DE STANDAARD
Geen Vlaming maar een Neropeaan'
* vrijdag 19 juni 2009
*
* Auteur: (kdo)
De mens — Marc Sleen, intussen 86, toont zich opgetogen met zijn Brusselse museum.
Een krasse tachtiger, zo kun je Sleen alvast omschrijven, en ook een die nog goed van het leven kan genieten. Met in zijn hand een glaasje champagne om de dorst te lessen, werkte hij gisteren in zijn gloednieuwe museum het ene interview na het andere af.
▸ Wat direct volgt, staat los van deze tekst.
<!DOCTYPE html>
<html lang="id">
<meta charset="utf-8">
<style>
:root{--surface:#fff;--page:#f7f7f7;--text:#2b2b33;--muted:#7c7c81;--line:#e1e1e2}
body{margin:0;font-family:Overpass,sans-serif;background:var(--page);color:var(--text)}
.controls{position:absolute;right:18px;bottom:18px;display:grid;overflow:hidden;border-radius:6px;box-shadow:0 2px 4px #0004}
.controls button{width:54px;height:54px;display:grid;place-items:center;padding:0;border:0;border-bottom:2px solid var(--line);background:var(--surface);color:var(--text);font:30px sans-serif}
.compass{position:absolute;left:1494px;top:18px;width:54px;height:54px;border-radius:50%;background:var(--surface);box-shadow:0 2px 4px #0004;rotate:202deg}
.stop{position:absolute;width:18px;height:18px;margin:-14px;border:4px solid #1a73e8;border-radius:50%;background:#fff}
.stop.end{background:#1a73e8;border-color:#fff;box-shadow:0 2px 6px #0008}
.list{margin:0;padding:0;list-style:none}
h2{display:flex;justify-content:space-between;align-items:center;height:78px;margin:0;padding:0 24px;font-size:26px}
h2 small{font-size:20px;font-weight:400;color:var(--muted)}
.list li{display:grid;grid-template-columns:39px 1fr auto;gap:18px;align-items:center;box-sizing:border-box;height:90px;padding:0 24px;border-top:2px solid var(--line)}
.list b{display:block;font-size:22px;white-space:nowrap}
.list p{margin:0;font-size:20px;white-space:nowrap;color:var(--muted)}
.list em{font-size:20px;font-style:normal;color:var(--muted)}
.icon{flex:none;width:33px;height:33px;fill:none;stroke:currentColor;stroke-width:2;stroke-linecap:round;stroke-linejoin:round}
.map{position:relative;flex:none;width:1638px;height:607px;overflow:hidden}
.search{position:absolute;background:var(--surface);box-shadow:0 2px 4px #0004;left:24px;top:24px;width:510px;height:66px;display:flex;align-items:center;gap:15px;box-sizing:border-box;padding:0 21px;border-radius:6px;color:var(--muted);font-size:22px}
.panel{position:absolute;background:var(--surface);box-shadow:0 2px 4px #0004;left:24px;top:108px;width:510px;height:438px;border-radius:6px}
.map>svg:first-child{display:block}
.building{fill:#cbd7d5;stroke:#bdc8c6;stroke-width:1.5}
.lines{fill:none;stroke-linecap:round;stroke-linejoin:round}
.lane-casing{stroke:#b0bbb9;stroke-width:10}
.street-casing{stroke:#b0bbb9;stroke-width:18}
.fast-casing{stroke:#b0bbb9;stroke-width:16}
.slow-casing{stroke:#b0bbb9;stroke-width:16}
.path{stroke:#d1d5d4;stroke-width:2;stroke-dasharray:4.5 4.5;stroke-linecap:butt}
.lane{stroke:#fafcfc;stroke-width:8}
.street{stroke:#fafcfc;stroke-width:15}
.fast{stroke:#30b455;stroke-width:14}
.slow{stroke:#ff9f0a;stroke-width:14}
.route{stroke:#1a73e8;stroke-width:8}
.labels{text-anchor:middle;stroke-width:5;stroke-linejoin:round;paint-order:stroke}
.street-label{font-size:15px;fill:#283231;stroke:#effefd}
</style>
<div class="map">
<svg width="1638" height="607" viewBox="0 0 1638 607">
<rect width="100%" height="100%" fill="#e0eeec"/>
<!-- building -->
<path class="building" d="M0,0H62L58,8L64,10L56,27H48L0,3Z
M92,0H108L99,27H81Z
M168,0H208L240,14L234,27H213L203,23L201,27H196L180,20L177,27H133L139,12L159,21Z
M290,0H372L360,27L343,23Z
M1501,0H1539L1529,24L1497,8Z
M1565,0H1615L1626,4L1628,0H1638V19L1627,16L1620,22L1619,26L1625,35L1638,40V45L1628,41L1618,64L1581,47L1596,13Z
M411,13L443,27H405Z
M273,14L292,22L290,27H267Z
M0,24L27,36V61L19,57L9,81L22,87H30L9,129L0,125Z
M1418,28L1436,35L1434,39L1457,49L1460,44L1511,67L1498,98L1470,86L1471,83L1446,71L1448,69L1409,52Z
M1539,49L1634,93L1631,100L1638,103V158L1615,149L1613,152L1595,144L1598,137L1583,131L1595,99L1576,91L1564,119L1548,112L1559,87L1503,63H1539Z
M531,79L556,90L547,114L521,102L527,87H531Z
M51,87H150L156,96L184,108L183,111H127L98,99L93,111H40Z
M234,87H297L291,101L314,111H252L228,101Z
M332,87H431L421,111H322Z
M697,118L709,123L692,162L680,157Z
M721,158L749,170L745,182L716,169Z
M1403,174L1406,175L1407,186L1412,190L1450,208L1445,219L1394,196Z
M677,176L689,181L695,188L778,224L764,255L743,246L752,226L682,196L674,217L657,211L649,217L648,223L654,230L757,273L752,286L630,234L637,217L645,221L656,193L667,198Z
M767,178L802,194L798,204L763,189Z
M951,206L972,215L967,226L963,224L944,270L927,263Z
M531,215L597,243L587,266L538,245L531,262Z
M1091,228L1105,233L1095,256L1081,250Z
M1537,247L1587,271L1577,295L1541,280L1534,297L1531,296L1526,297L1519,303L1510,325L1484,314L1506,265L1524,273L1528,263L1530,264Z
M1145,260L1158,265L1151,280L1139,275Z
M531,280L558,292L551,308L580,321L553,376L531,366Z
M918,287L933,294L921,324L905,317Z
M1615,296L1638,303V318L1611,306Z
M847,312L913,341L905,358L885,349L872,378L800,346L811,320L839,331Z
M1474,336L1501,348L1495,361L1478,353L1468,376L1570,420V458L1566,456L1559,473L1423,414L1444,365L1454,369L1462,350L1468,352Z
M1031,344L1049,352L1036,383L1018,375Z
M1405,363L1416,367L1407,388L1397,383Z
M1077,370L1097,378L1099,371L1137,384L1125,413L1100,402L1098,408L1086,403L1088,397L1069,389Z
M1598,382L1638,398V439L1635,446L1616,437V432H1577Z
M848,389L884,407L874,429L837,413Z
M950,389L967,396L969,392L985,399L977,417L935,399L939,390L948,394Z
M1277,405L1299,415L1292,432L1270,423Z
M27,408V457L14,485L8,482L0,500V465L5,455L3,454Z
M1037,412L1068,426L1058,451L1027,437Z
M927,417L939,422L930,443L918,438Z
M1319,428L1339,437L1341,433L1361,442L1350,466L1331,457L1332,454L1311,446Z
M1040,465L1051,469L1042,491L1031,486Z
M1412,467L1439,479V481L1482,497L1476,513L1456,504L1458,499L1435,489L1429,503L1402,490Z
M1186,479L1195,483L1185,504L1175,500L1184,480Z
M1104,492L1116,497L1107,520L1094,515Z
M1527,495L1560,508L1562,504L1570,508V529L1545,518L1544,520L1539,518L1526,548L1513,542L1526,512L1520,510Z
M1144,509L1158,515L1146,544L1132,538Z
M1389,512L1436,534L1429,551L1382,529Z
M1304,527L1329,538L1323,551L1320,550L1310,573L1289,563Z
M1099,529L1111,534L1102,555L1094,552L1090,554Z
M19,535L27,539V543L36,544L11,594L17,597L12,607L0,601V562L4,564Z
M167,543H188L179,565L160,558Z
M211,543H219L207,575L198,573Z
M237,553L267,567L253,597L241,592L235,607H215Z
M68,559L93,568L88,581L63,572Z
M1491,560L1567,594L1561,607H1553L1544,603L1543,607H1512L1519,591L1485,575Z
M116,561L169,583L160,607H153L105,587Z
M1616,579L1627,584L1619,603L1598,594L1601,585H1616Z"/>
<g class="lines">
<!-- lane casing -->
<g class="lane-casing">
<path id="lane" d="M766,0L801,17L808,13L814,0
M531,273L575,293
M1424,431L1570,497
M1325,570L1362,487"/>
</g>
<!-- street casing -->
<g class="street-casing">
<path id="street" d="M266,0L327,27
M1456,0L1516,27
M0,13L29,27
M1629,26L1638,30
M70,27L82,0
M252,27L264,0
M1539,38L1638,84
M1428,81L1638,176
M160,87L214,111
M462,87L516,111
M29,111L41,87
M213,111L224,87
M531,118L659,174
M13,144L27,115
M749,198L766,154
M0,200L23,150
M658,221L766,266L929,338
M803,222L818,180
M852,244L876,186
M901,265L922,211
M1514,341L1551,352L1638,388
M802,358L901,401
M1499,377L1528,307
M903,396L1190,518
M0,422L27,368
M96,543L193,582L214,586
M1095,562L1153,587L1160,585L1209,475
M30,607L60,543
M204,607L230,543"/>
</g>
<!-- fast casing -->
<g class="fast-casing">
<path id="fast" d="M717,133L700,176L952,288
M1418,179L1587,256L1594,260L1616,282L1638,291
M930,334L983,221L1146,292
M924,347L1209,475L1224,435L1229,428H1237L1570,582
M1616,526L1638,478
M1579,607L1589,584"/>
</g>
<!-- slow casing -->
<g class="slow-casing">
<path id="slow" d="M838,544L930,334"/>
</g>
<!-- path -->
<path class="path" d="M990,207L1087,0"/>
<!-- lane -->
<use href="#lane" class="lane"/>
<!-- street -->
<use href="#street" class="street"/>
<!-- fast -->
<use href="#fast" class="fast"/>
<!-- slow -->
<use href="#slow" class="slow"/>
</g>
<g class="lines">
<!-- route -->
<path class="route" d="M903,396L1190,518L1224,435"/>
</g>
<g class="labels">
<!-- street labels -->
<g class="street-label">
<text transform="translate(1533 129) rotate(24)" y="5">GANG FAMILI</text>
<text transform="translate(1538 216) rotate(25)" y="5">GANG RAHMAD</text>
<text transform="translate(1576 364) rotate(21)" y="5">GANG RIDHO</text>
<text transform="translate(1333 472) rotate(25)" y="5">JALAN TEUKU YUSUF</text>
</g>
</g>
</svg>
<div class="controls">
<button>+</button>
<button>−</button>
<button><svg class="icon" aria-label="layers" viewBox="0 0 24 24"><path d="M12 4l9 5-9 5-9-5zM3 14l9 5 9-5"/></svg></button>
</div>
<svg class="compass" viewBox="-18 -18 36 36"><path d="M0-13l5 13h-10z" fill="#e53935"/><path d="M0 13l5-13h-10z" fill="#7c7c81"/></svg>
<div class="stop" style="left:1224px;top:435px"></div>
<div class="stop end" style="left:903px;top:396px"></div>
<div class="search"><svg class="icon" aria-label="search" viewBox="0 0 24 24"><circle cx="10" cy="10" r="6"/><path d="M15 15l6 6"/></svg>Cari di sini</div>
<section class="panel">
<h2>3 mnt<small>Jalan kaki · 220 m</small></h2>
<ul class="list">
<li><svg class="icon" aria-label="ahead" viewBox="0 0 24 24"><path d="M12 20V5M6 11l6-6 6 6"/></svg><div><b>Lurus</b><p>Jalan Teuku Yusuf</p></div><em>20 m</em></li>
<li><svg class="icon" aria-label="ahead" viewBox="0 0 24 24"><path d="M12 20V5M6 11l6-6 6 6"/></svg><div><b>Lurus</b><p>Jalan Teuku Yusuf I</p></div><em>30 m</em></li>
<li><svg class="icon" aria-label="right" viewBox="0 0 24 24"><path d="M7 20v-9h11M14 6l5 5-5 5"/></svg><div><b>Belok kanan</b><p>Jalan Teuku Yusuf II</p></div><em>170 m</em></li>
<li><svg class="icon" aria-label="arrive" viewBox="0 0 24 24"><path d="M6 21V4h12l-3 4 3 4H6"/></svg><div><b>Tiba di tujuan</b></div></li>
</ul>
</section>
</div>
Of hij Brussel een geschikte plaats vindt om zijn Vlaamse stripheld te laten voortleven? 'Natuurlijk, Nero heeft ook een tijdlang in Brussel gewoond. En het is toch onvoorstelbaar mooi dat uitgerekend hier, waar ik hem gecreëerd heb, een museum komt? Nero is trouwens niet zomaar een Vlaming; hij is een Neropeaan.'
Sleen houdt zich niet meer graag bezig met politiek, zegt hij. 'Ik heb tientallen jaren als Wetstraatcartoonist gewerkt. Altijd moest ik stelling innemen tegenover de actualiteit. En de kranten voeren toen nog allemaal onder een politieke vlag. Ik zou het niet meer doen, nu.' Liever dan op zijn krantenverleden, is hij trots op Nero. 'Iedere auteur geeft zich bloot in zijn hoofdfiguur, ik ook. Nero is een harde werker, maar ook een bon vivant en een parvenu. Je moet hem eigenlijk in een twee-eenheid zien met Adhemar, zijn zoon. Die heb ik geschapen om verstand toe te voegen aan Nero.'
'Sleen is een typisch Belgische auteur', vindt Willem De Graeve van het Stripmuseum, die de expositie samenstelde. 'Hij neemt niets serieus en heeft zijn oeuvre opgebouwd rond volkse figuren in plaats van superhelden. Zijn universum heeft iets surrealistisch.'
Heeft het ook toekomst? De avonturen van Nero en co. bevatten veel verwijzingen naar de toenmalige actualiteit, die stilaan vervagen. 'Maar ik heb de reeks ook pas als tienjarige jongen leren kennen, toen de vroege albums al oud waren', zegt De Graeve. 'En ik vond het allemaal geweldig. Dat ik nevenfiguren als Stalin of Spaak niet meteen kende, stoorde niet. Ik heb via Nero geleerd wie ze waren.' (kdo)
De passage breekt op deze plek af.